Data provided:
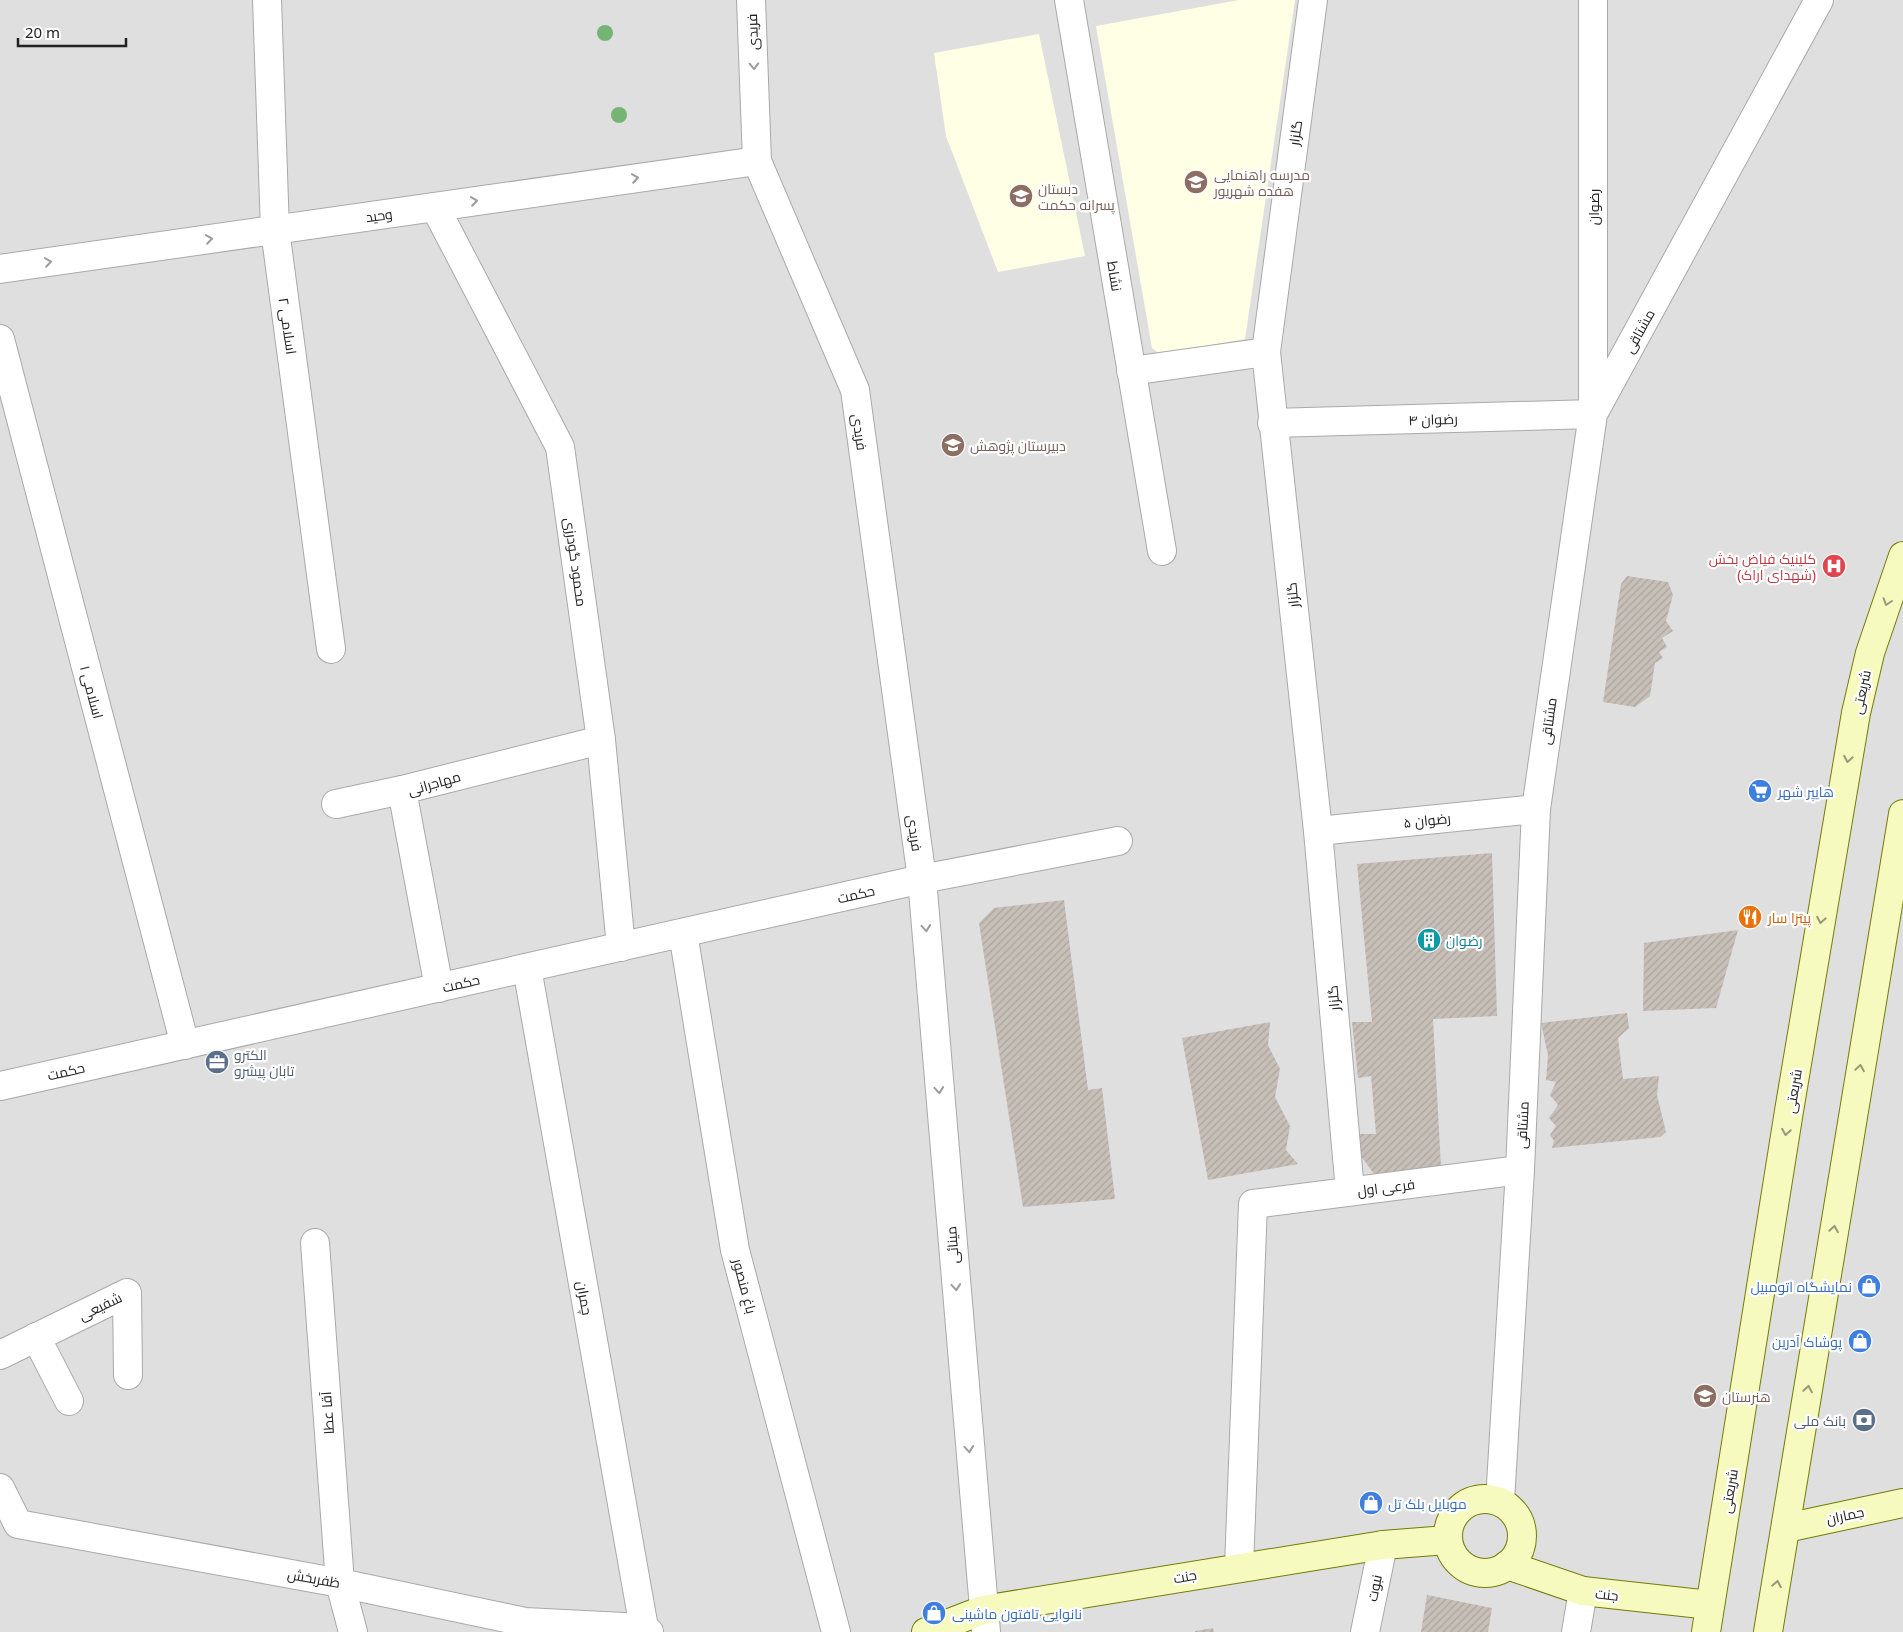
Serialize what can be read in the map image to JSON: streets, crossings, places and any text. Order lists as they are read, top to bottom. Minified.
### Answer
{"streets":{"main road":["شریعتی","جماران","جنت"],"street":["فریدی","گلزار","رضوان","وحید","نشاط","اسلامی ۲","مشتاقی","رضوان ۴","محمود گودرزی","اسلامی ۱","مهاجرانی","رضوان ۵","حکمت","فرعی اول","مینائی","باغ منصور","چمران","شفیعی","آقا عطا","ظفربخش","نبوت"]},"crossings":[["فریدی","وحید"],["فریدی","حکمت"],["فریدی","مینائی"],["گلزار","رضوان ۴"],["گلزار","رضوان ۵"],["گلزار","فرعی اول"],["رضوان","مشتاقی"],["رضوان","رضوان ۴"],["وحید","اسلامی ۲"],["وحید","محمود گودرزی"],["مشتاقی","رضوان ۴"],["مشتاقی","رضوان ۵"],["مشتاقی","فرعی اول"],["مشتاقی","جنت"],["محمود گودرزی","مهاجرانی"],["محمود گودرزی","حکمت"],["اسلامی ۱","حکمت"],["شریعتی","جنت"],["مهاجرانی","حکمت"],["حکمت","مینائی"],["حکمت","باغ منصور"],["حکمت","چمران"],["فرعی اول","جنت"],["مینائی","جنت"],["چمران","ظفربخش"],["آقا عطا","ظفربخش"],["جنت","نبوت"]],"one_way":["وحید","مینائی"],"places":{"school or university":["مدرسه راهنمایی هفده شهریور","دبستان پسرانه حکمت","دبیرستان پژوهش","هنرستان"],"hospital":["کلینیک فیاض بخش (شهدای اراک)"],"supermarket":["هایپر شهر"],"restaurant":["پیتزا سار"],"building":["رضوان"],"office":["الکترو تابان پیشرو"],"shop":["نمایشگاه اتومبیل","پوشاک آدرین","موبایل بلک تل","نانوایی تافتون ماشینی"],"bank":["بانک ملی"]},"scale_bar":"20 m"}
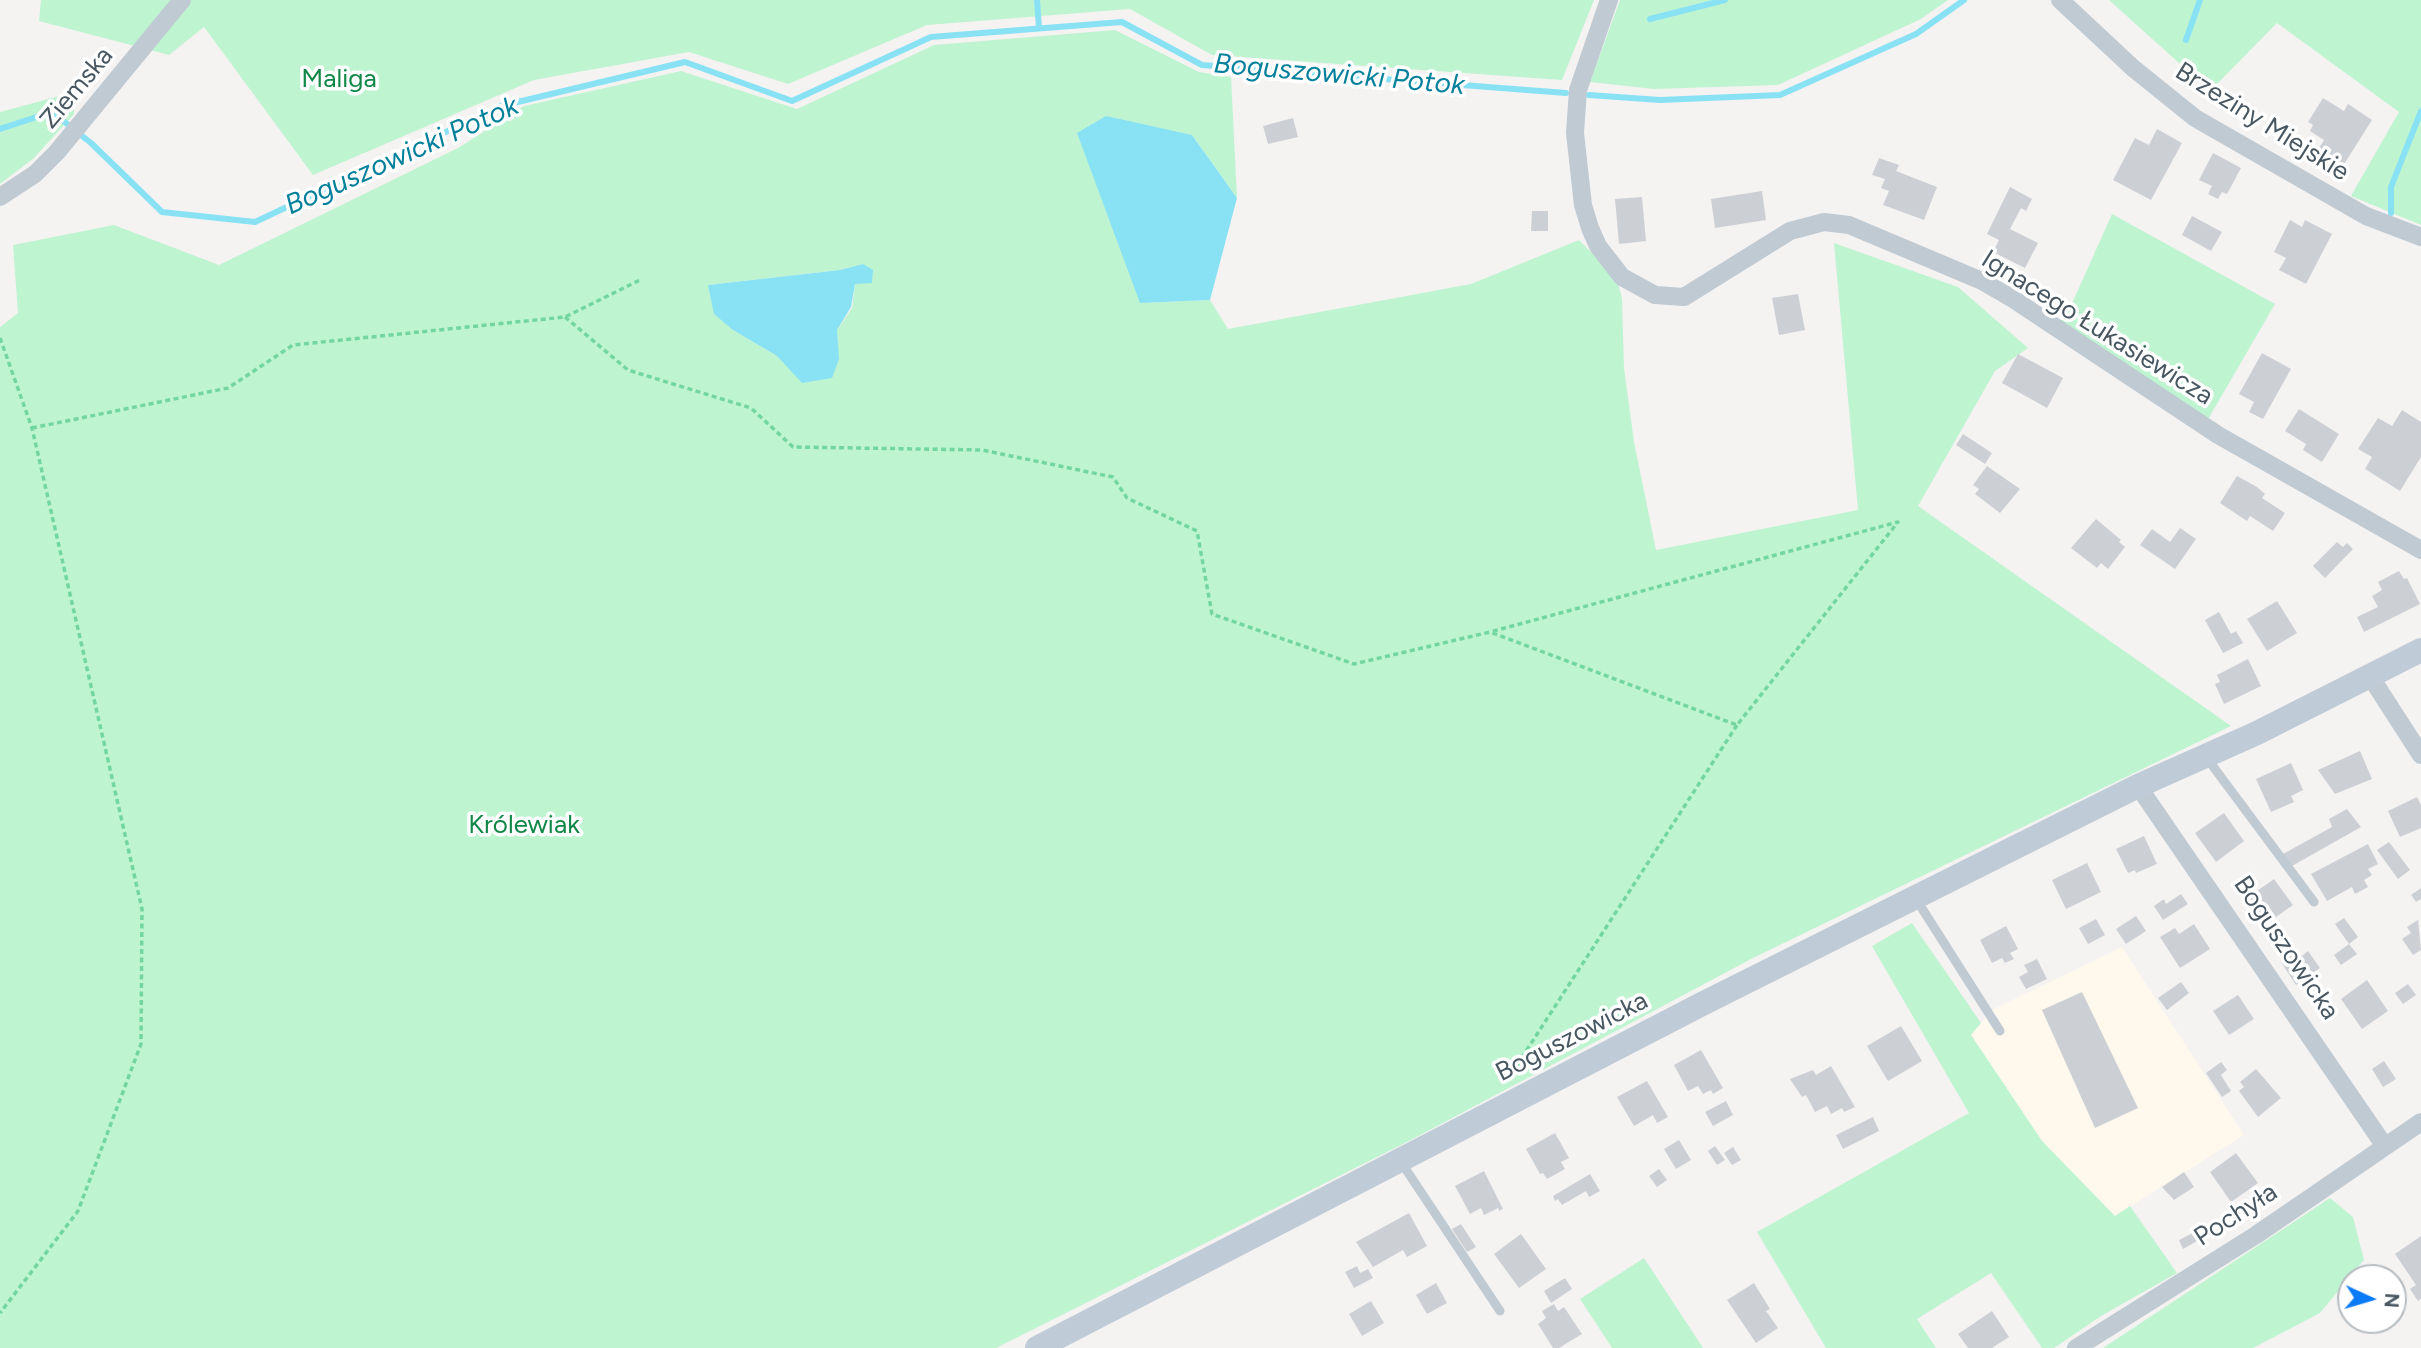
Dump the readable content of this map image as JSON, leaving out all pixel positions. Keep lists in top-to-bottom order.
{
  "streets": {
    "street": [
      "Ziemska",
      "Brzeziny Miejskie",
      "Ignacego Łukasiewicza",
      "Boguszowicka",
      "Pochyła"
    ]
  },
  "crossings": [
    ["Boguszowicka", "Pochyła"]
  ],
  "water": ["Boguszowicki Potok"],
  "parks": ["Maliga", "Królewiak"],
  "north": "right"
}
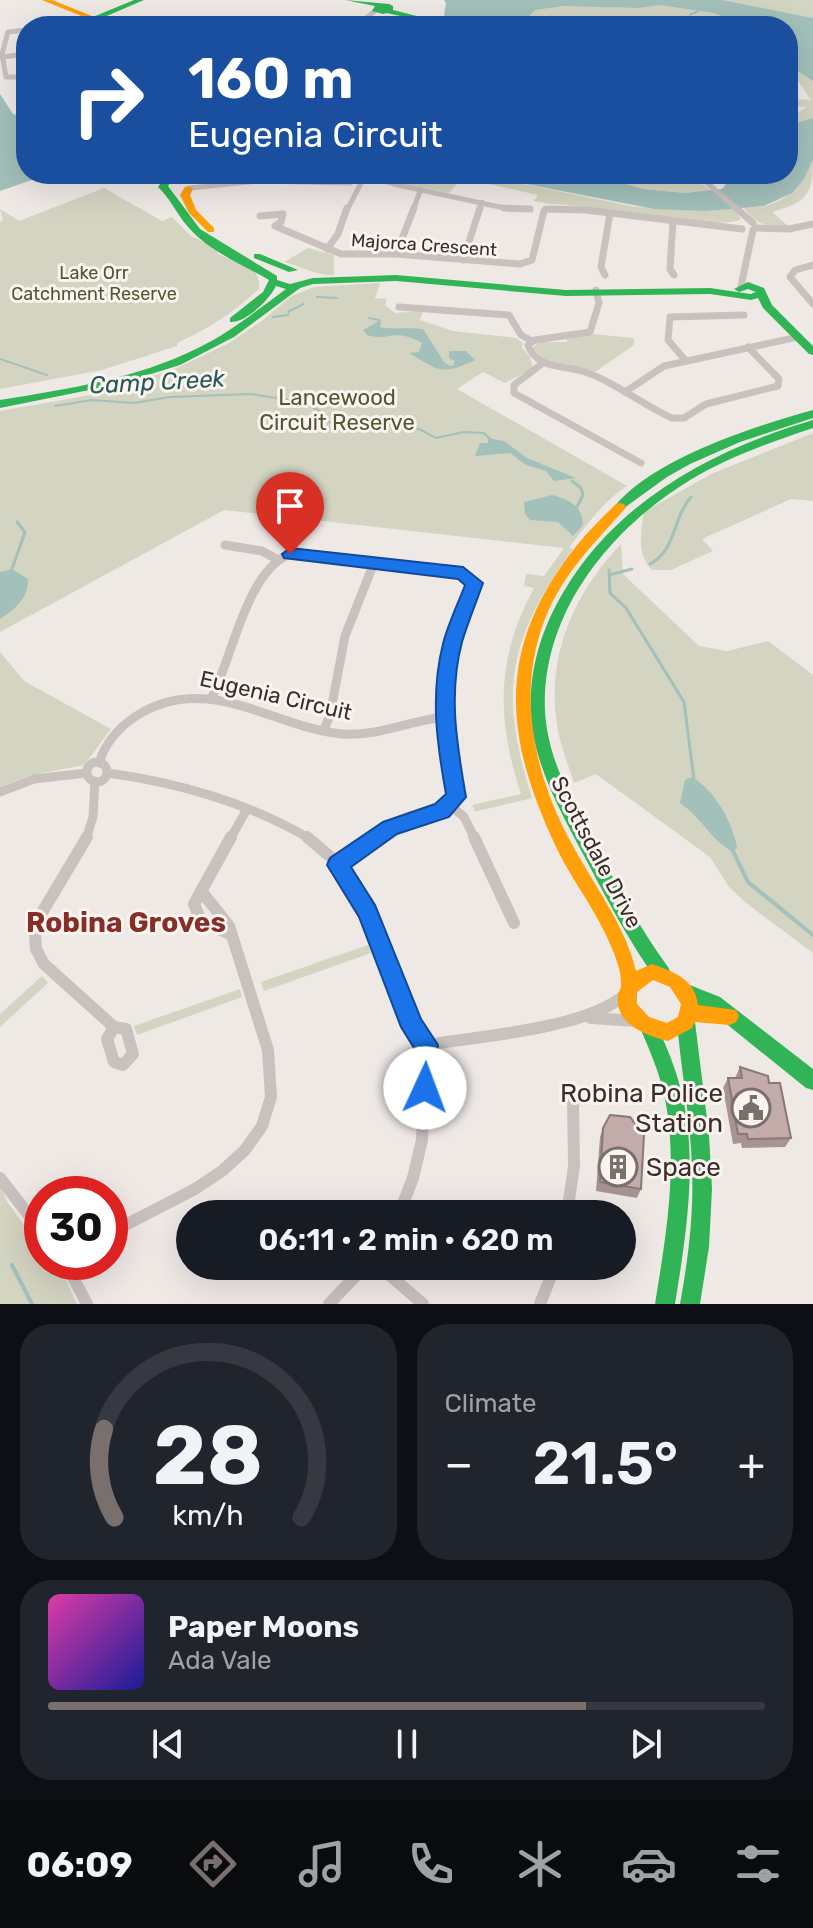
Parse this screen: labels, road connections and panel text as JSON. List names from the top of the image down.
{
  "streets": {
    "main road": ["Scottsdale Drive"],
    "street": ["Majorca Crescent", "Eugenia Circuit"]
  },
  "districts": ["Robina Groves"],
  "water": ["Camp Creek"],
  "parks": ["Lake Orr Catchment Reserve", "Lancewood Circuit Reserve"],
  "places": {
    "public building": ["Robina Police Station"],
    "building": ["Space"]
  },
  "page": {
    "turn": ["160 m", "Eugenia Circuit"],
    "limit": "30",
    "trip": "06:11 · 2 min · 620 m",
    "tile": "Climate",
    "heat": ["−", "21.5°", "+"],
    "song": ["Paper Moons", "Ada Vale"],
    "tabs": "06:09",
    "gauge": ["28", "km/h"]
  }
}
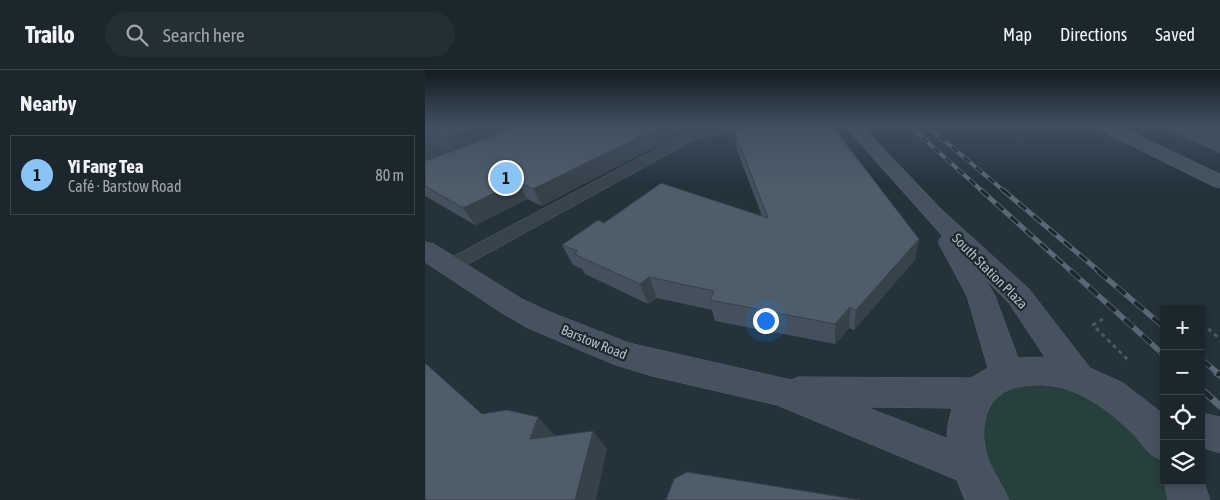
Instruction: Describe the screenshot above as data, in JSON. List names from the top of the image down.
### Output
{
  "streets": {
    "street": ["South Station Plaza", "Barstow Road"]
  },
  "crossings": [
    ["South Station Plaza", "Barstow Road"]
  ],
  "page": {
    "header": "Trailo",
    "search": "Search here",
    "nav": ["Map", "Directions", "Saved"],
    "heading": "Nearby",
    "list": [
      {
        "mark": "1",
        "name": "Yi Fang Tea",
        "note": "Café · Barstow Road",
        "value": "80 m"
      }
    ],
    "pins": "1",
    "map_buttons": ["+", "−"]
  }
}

Exercise goal: Line for line, output the entries above from the line with "Dump the readable" to the line with "Instruction: Describe the", both included, and nothing more. Skip pictures.

Answer box:
Dump the readable content of this map image as JSON, leaving out all pixel positions. Keep lists in top-to-bottom order.
{
  "streets": {
    "street": [
      "Ziemska",
      "Brzeziny Miejskie",
      "Ignacego Łukasiewicza",
      "Boguszowicka",
      "Pochyła"
    ]
  },
  "crossings": [
    ["Boguszowicka", "Pochyła"]
  ],
  "water": ["Boguszowicki Potok"],
  "parks": ["Maliga", "Królewiak"],
  "north": "right"
}
Parse this screen: labels, road connections and panel text as JSON. List names from the top of the image down.
{
  "streets": {
    "main road": ["Scottsdale Drive"],
    "street": ["Majorca Crescent", "Eugenia Circuit"]
  },
  "districts": ["Robina Groves"],
  "water": ["Camp Creek"],
  "parks": ["Lake Orr Catchment Reserve", "Lancewood Circuit Reserve"],
  "places": {
    "public building": ["Robina Police Station"],
    "building": ["Space"]
  },
  "page": {
    "turn": ["160 m", "Eugenia Circuit"],
    "limit": "30",
    "trip": "06:11 · 2 min · 620 m",
    "tile": "Climate",
    "heat": ["−", "21.5°", "+"],
    "song": ["Paper Moons", "Ada Vale"],
    "tabs": "06:09",
    "gauge": ["28", "km/h"]
  }
}
Instruction: Describe the screenshot above as data, in JSON. List names from the top of the image down.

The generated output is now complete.